Школьная газета, набранная в печатных формах, лежала на каменном столе, рядом лежала корректура, но ни за что на свете Жук не стал бы вносить исправления только в корректуру. С помощью деревянного молока и пинцета он вытаскивал странные деревянные клинышки, которые держали форму, вытаскивал одну букву, вставлял ее в другое место, читая во время работы и останавливаясь, чтобы посмеяться над чем-то, известным только ему самому.
– Думаю, ты не будешь так выпендриваться, – сказал Мактурк, – когда тебе придется зарабатывать себе на жизнь. Сверху вниз и задом наперед, да?
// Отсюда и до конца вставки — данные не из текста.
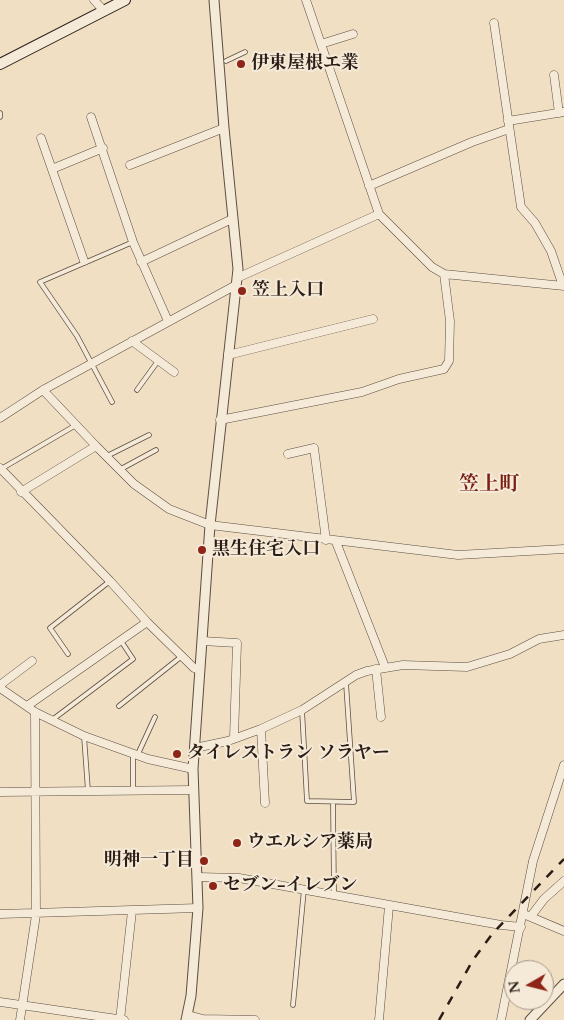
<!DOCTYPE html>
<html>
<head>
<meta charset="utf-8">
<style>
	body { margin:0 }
	#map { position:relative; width:564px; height:1020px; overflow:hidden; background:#f0dfc3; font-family:Cardo,serif }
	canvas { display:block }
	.north { position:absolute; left:504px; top:960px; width:50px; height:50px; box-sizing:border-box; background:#f5ead8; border:1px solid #a4988a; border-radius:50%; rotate:262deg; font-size:14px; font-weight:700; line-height:20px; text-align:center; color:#2b1d16 }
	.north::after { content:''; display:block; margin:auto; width:18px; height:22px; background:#8f2418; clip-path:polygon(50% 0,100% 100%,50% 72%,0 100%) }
</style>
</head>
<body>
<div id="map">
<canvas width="564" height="1020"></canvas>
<div class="north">N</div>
</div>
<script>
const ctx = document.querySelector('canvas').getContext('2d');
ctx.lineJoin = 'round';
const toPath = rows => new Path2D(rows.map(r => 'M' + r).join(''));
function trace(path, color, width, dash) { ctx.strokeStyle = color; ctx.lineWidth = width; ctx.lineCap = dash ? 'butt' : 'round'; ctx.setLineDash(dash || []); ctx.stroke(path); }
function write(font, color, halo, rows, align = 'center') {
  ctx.font = font + ' Cardo,"Noto Serif JP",serif'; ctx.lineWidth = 4; ctx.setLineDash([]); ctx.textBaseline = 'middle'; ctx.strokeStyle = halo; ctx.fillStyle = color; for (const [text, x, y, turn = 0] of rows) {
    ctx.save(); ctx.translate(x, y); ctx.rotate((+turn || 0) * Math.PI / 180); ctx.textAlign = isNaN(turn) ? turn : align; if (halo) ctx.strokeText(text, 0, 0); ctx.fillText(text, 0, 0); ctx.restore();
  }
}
const service = toPath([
	[226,61,245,52],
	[0,113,0,117],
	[137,390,158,361],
	[112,402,77,336,40,282,133,242],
	[107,456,149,435],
	[1,469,76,425],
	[121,469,156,450],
	[68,654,50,628,110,581],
	[119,706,182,656],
	[302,710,307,801,354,802,346,683],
	[52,720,133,659,121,641],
	[84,736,88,791],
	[137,756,155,717],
	[133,791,133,754],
	[333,802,334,894],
	[293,1005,304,889]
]);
const minor = toPath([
	[94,0,104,11],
	[306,0,379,214,432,267,444,274,564,286],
	[494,23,521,207,535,223,551,251,563,286],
	[321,44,353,34],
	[554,75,559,113],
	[91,117,133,242,168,321],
	[508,121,564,112],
	[41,138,84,261],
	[130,165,224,128],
	[52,169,103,148],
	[369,186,472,142,509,129],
	[141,262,232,219],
	[237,278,379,214],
	[132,341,174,372],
	[228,355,373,319],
	[43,390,96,446,134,484,169,509,210,525,458,555,564,549],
	[0,418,43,390,236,285],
	[220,420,362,392,399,379,444,369,449,361,450,321,444,274],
	[288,454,314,448,326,540],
	[0,468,110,581,147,622,194,668,200,670],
	[21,492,96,446],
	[336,542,385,667],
	[202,641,237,643,234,738],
	[376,669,381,717],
	[0,685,32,661],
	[0,688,35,712,84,736,148,759,193,769],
	[27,706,147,622],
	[261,729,265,803],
	[195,748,228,741,261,729,302,710,356,675,367,671,403,665,467,667,510,654,539,639,564,635],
	[0,792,193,790],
	[198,877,239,878,501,925,521,927],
	[0,914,198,908],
	[526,915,564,931],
	[531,916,544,899,564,881],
	[0,1002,124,1020],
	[188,1015,203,1019,255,1020],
	[20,1020,36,915,35,712],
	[120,1020,132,911],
	[379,1020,389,906],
	[501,1020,533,861,564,765]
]);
const tertiary = toPath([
	[186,1020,191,996,198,908,193,769,210,525,238,269,224,128,214,0],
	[530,1020,564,984]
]);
const secondary = toPath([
	[0,64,125,0]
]);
const rail = toPath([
	[439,1020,473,960,493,933,564,859]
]);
const markers = [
	[241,64,5,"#8f2418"],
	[242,291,5,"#8f2418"],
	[202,550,5,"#8f2418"],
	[177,754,5,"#8f2418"],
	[237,843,5,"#8f2418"],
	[204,861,5,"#8f2418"],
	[213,886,5,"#8f2418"]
];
const poiNames = [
	["伊東屋根エ業",251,64],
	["笠上入口",252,291],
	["黒生住宅入口",212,550],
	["タイレストラン ソラヤー",187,754],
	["ウエルシア薬局",247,843],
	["明神一丁目",194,861,"right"],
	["セブン-イレブン",223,886]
];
const quarterNames = [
	["笠上町",489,485]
];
trace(service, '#5c4e41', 5.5);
trace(minor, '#5c4e41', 9);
trace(tertiary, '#5c4e41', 11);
trace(secondary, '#2b1d16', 12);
trace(service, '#f5ead8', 4);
trace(minor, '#f5ead8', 8);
trace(tertiary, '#f5ead8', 9);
trace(secondary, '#f5ead8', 10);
trace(rail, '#2b1d16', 2.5, [9, 9]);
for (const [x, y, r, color] of markers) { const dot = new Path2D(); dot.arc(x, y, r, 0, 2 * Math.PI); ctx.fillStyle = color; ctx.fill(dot); trace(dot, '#f5ead8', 2); }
write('bold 18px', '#2b1d16', '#f5ead8', poiNames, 'left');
write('bold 20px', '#7a1f14', '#f5ead8', quarterNames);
</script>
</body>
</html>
Посмотрим, смогу ли я это прочесть.
– Отвали! – сказал Жук. – Иди почитай спусковые полосы, если ты считаешь, что все знаешь.
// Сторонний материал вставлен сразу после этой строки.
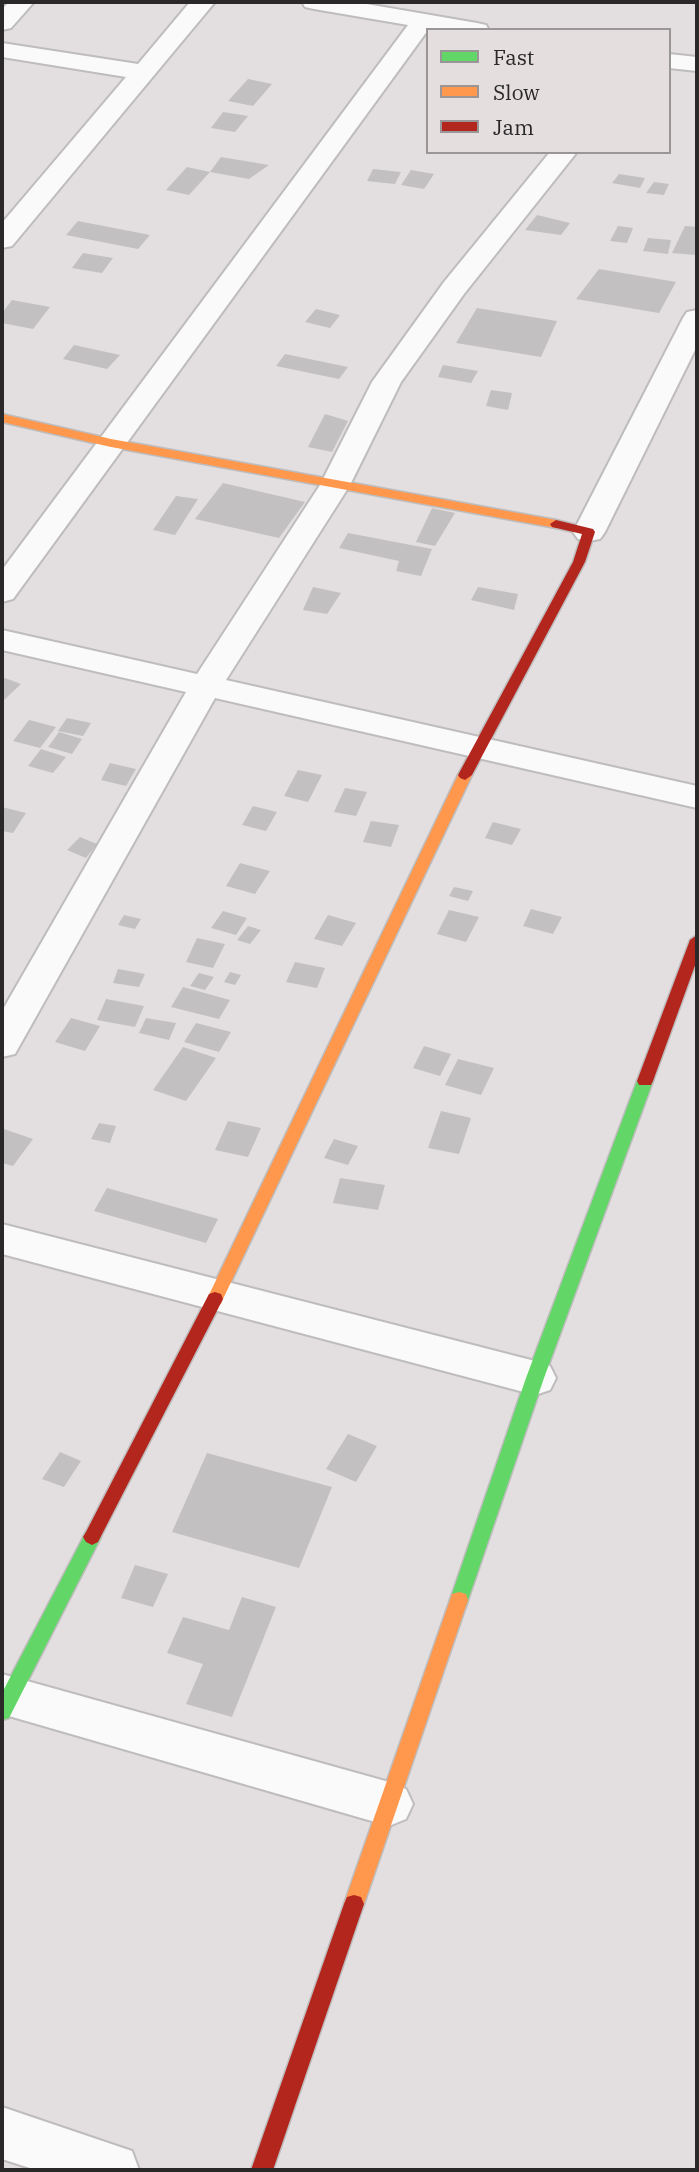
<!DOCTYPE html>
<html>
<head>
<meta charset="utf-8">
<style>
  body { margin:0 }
  #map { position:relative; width:699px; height:2172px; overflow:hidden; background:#e3dfe0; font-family:"IBM Plex Serif",serif }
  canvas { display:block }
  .frame { position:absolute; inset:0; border:4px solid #2a2829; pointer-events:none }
  .legend { position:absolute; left:426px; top:28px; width:245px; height:126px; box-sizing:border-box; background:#e4dedf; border:2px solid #9a9596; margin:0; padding:9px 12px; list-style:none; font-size:21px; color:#2a2829 }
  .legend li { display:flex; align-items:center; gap:14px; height:35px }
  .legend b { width:35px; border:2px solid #9a9596 }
</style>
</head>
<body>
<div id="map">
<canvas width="699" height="2172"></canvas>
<div class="frame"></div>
<ul class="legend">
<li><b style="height:9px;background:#63d668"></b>Fast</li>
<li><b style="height:9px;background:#ff974d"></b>Slow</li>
<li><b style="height:9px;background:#b3261e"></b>Jam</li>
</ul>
</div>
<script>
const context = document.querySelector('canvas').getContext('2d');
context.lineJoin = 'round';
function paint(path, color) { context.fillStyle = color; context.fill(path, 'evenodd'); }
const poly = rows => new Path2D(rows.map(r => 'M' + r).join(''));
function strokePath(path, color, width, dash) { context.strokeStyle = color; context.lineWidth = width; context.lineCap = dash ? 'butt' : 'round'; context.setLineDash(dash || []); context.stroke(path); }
paint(poly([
  [248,79,272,84,253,106,228,101],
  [223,112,248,116,235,132,211,128],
  [221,157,269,165,249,179,210,172],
  [187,167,210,172,189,195,166,190],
  [373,169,401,172,395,184,367,181],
  [411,170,434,174,424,189,401,185],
  [619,174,645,178,640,188,612,183],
  [654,182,669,184,664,195,646,193],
  [537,215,570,223,561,235,525,230],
  [78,221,150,235,138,249,66,235],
  [618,226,633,228,627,243,610,241],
  [685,226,697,227,696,255,672,253],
  [648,238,671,240,668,254,643,251],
  [83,253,113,258,102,273,72,268],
  [599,269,676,282,659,313,576,299],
  [12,300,50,307,33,329,2,323,2,313],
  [477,308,557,321,541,357,456,343],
  [316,309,340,315,330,328,305,322],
  [74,345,120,355,107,369,63,359],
  [285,354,348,367,339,379,276,366],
  [443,365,478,371,471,383,438,377],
  [491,390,512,393,508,410,486,406],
  [325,414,348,421,332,452,308,447],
  [223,483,305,502,279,538,195,519],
  [176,496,198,499,175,535,153,530],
  [432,508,455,513,435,546,416,542],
  [348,533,432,549,421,576,396,571,399,561,339,548],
  [313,587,341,593,327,614,303,610],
  [478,587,518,594,514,610,471,600],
  [2,677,21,684,2,702],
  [67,718,91,723,83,736,58,731],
  [29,720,56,727,40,748,13,741],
  [59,732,82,739,72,754,48,747],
  [41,749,66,757,53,773,28,766],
  [110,763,136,769,126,786,101,780],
  [298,770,322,775,308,802,284,796],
  [345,788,367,792,356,816,334,812],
  [253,806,277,812,266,831,242,825],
  [2,807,26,813,13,833,2,831],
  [371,821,399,825,391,847,363,842],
  [493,822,521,829,512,845,485,838],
  [80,837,97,844,86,858,67,850],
  [240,863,270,871,255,894,226,886],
  [454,887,473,891,468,901,449,896],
  [531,909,562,917,553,934,523,926],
  [449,910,479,917,466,942,437,934],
  [223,911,247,918,236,935,211,928],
  [124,915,141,919,135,929,118,925],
  [328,915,356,923,342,946,314,939],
  [248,926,261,930,250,944,237,940],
  [197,938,225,944,213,968,186,962],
  [295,962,325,968,317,988,286,982],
  [118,969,145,974,139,987,113,983],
  [230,972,241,975,235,985,224,982],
  [199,973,214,977,205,990,190,986],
  [183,987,230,1000,219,1019,171,1007],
  [106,999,144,1006,135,1027,97,1020],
  [71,1018,100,1026,85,1051,55,1042],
  [146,1018,176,1023,169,1040,139,1033],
  [196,1023,231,1032,219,1052,184,1042],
  [424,1046,451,1054,440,1076,413,1068],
  [183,1047,216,1058,186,1101,153,1090],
  [458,1059,494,1068,481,1095,445,1085],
  [441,1111,471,1118,459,1154,428,1148],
  [228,1121,261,1128,248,1157,215,1150],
  [99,1123,116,1126,110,1143,91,1139],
  [4,1129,33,1139,13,1166,2,1163],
  [334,1139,358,1146,348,1165,324,1158],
  [340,1178,385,1185,378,1210,333,1203],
  [107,1188,218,1219,206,1243,94,1211],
  [348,1434,377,1446,356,1482,326,1469],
  [60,1452,81,1461,64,1487,42,1479],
  [207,1453,332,1487,299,1568,172,1532],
  [135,1565,168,1574,153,1607,121,1598],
  [242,1597,276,1607,232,1717,186,1704,203,1664,167,1653,183,1617,229,1630]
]), '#c2c0c0');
const street = poly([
  [9,2,34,2,11,28,2,30,2,9,9,2],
  [190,2,215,2,12,246,2,248,2,223,126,77,2,57,2,43,138,64,190,2],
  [302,2,355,2,477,23,486,25,489,30,428,30,13,599,2,602,2,570,408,25,314,9,305,7,302,2],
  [669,54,697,57,697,71,669,68,669,54],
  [550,152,577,152,464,294,401,382,350,485,226,680,697,786,697,808,215,698,15,1054,2,1057,2,1011,186,692,2,650,2,630,197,674,320,485,372,382,444,282,550,152],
  [697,310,697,346,605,532,600,539,589,541,578,539,573,532,683,318,687,312,697,310],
  [2,1224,535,1361,550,1366,556,1378,550,1390,535,1395,2,1254,2,1224],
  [2,1674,389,1782,406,1789,413,1804,406,1819,389,1826,2,1714,2,1674],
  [2,2107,132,2151,139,2170,36,2170,2,2159,2,2107]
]);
const fast = poly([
  [645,1075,653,1081,544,1378,468,1600,466,1606,459,1608,452,1606,450,1600,526,1378,637,1081,645,1075],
  [92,1529,98,1532,101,1537,9,1718,2,1720,2,1693,86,1532,92,1529]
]);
const slow = poly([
  [2,414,111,439,556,520,562,524,556,528,111,447,2,422,2,414],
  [465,770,472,775,223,1299,221,1304,215,1306,209,1304,207,1299,458,775,465,770],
  [459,1592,466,1594,468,1600,364,1904,361,1911,354,1913,347,1911,344,1904,450,1600,452,1594,459,1592]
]);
const jam = poly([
  [556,520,593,529,595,532,585,562,472,775,465,780,460,778,458,775,573,562,582,534,552,527,550,524,556,520],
  [697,935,697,960,653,1081,651,1085,639,1085,637,1081,690,940,697,935],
  [215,1292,221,1294,223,1299,98,1542,92,1545,86,1542,83,1537,86,1532,209,1294,215,1292],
  [354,1895,361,1897,364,1904,273,2170,251,2170,344,1904,347,1897,354,1895]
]);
strokePath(street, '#bebcbc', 4);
strokePath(fast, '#bebcbc', 3);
strokePath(slow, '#bebcbc', 3);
strokePath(jam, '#bebcbc', 3);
paint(street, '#fbfafa');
paint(fast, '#63d668');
paint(slow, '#ff974d');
paint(jam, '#b3261e');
</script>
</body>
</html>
– Спусковые полосы? Что это такое? Оставь свой дурацкий профессиональный жаргон.
Мактурк утянул Сталки побродить по помещению. Они осмотрели практически все.
– Жук, иди сюда на секунду. Что это? – спросил Сталки через несколько минут. – Что-то знакомое.
Жук взглянул и тут же ответил:
– Это экзаменационные вопросы Кинга по латинской прозе. In... In Verrem: actio prima.[124] Забавно!
– Представь себе чистых душой, благородных юношей, которые все бы отдали, чтобы хоть одним глазком на это глянуть! – сказал Мактурк.
– Нет, дорогой Вилли, – сказал Сталки, – это было бы нехорошо и расстроило бы наших замечательных преподавателей. Вот ты бы стал списывать, Вилли?
– Я все равно ни черта не могу здесь прочитать, – последовал ответ. – Кроме того, мы уезжаем в конце семестра, поэтому нам все равно. Помнишь, что сделала деликатная Блумер со счетом Спраггона на гончих?[125] Мы должны порадовать мистера Кинга, – сказал Сталки, и глаза у всех загорелись дьявольской радостью. – Посмотрим, что Жук может сделать этим пинцетом, которым он так гордится.
– Не знаю, можно ли сделать латинскую прозу более непонятной, но мы попробуем, – сказал Жук, перемещая aliud и Asiae из двух предложений. – А ну-ка посмотрим! Мы сдвинем точку подальше, а тут поставим заглавную букву! Урра! Получились три строки, которые можно передвигать целиком.
– «Один из научных способов отдыха, который прославил нашего знаменитого охотника с гончими псами», – Сталки помнил кусок наизусть.
– Подожди-ка! Вот берем отдельно vol... voluntate quidnam... – сказал Мактурк.